> **TASK GOAL**:
Reproduce the data in full, exactly as given, leaving images out.

═══ INPUT FOR THIS TASK

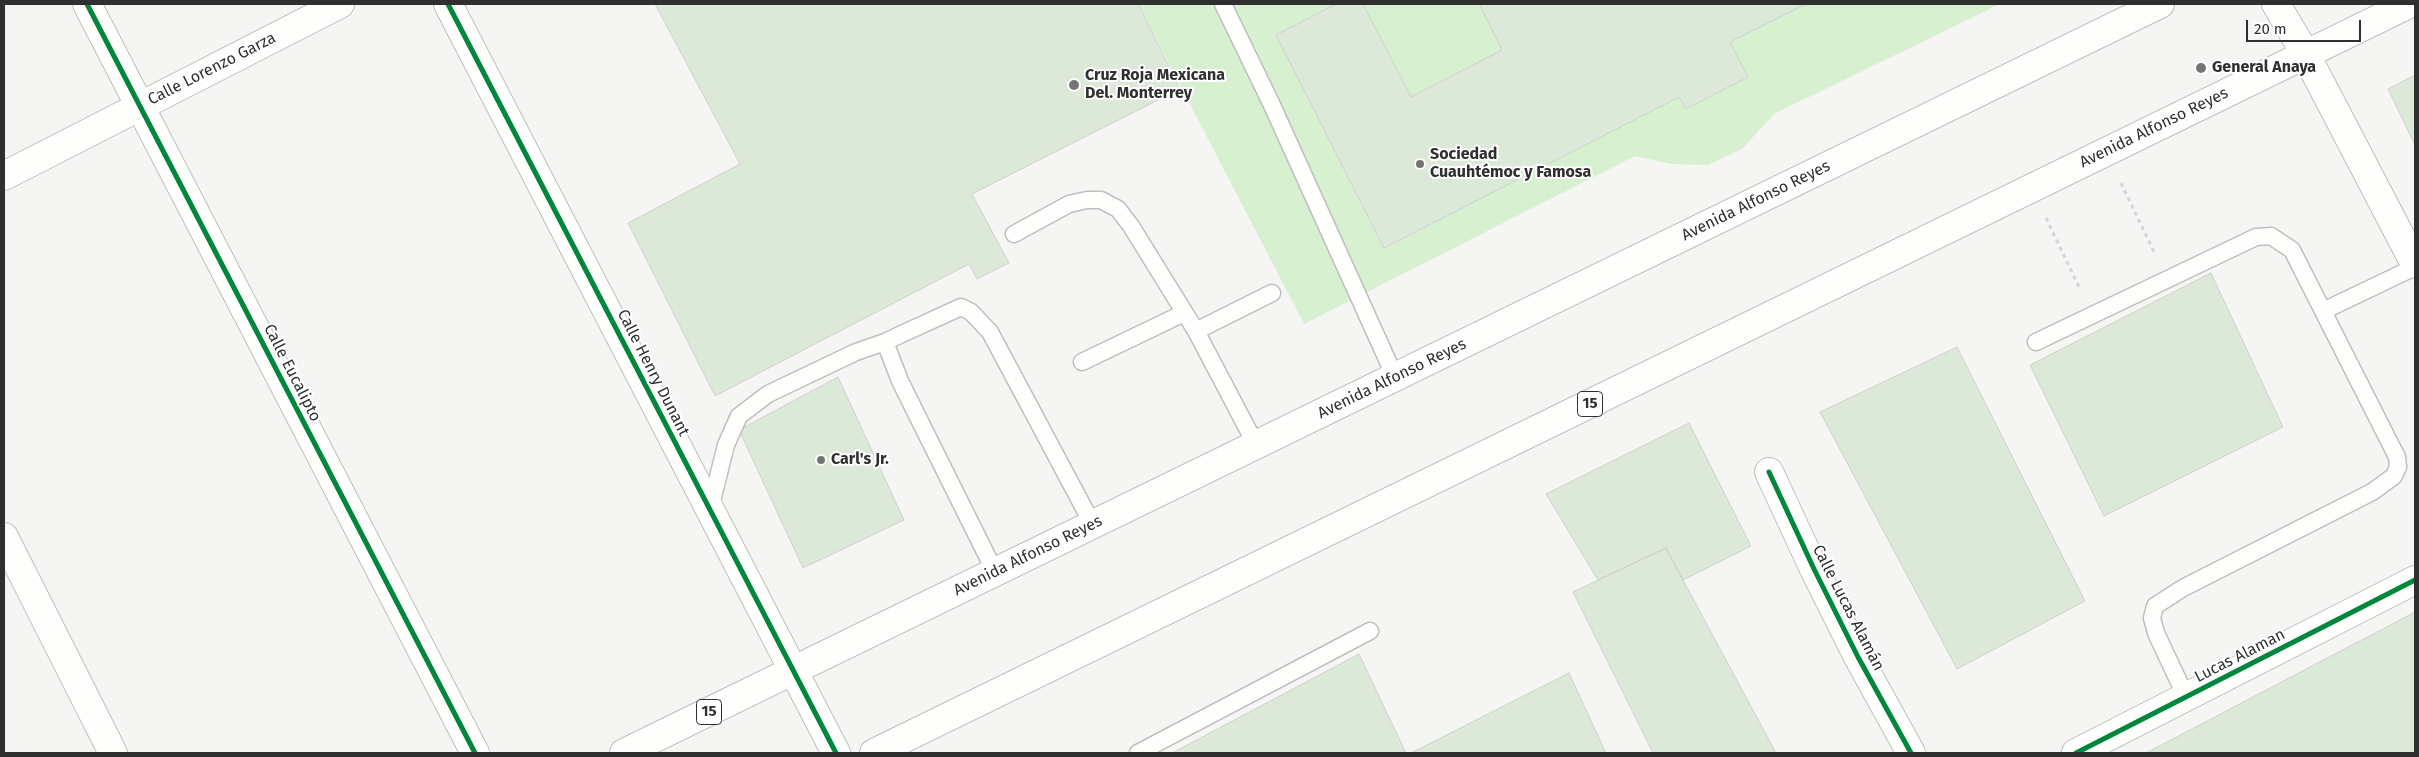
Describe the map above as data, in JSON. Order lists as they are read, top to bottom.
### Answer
{
  "streets": {
    "main road": [
      "Calle Lorenzo Garza",
      "Avenida Alfonso Reyes",
      "Calle Eucalipto",
      "Calle Henry Dunant",
      "15",
      "Calle Lucas Alamán",
      "Lucas Alaman"
    ]
  },
  "crossings": [
    ["Calle Lorenzo Garza", "Calle Eucalipto"],
    ["Avenida Alfonso Reyes", "Calle Henry Dunant"]
  ],
  "places": [
    "General Anaya",
    "Cruz Roja Mexicana Del. Monterrey",
    "Sociedad Cuauhtémoc y Famosa",
    "Carl's Jr."
  ],
  "scale_bar": "20 m"
}
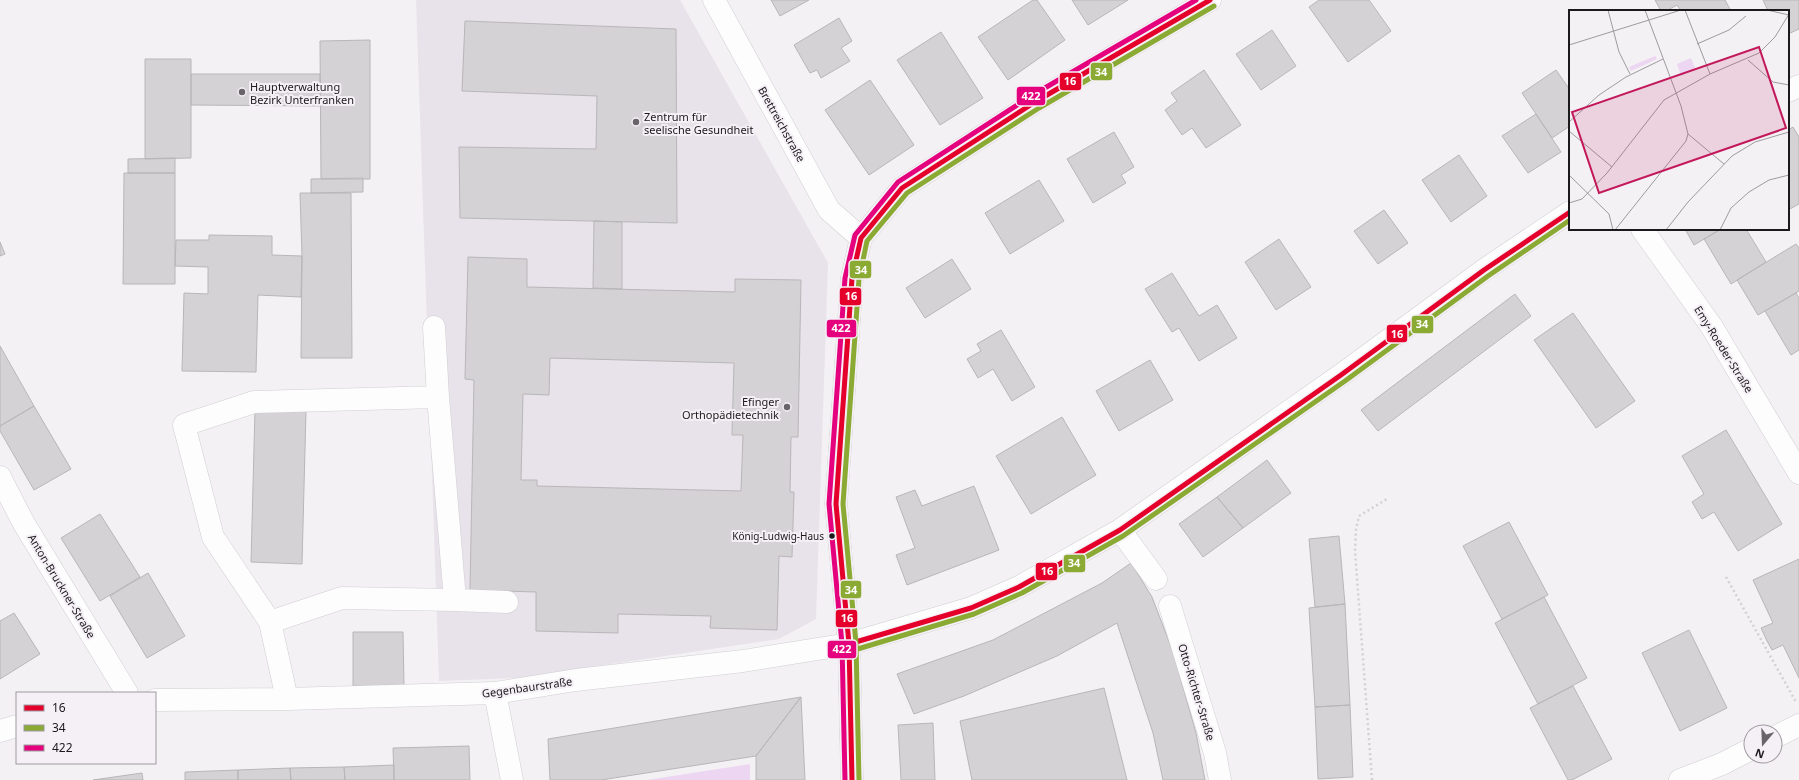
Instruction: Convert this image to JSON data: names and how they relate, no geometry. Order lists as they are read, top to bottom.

══════

> **SOLUTION**:
Describe the map above as data, in JSON. Order lists as they are read, top to bottom.
### Answer
{
  "streets": {
    "main road": [
      "Calle Lorenzo Garza",
      "Avenida Alfonso Reyes",
      "Calle Eucalipto",
      "Calle Henry Dunant",
      "15",
      "Calle Lucas Alamán",
      "Lucas Alaman"
    ]
  },
  "crossings": [
    ["Calle Lorenzo Garza", "Calle Eucalipto"],
    ["Avenida Alfonso Reyes", "Calle Henry Dunant"]
  ],
  "places": [
    "General Anaya",
    "Cruz Roja Mexicana Del. Monterrey",
    "Sociedad Cuauhtémoc y Famosa",
    "Carl's Jr."
  ],
  "scale_bar": "20 m"
}
Instruction: Convert this image to JSON data: names and how they relate, no geometry. Order lists as they are read, top to bottom.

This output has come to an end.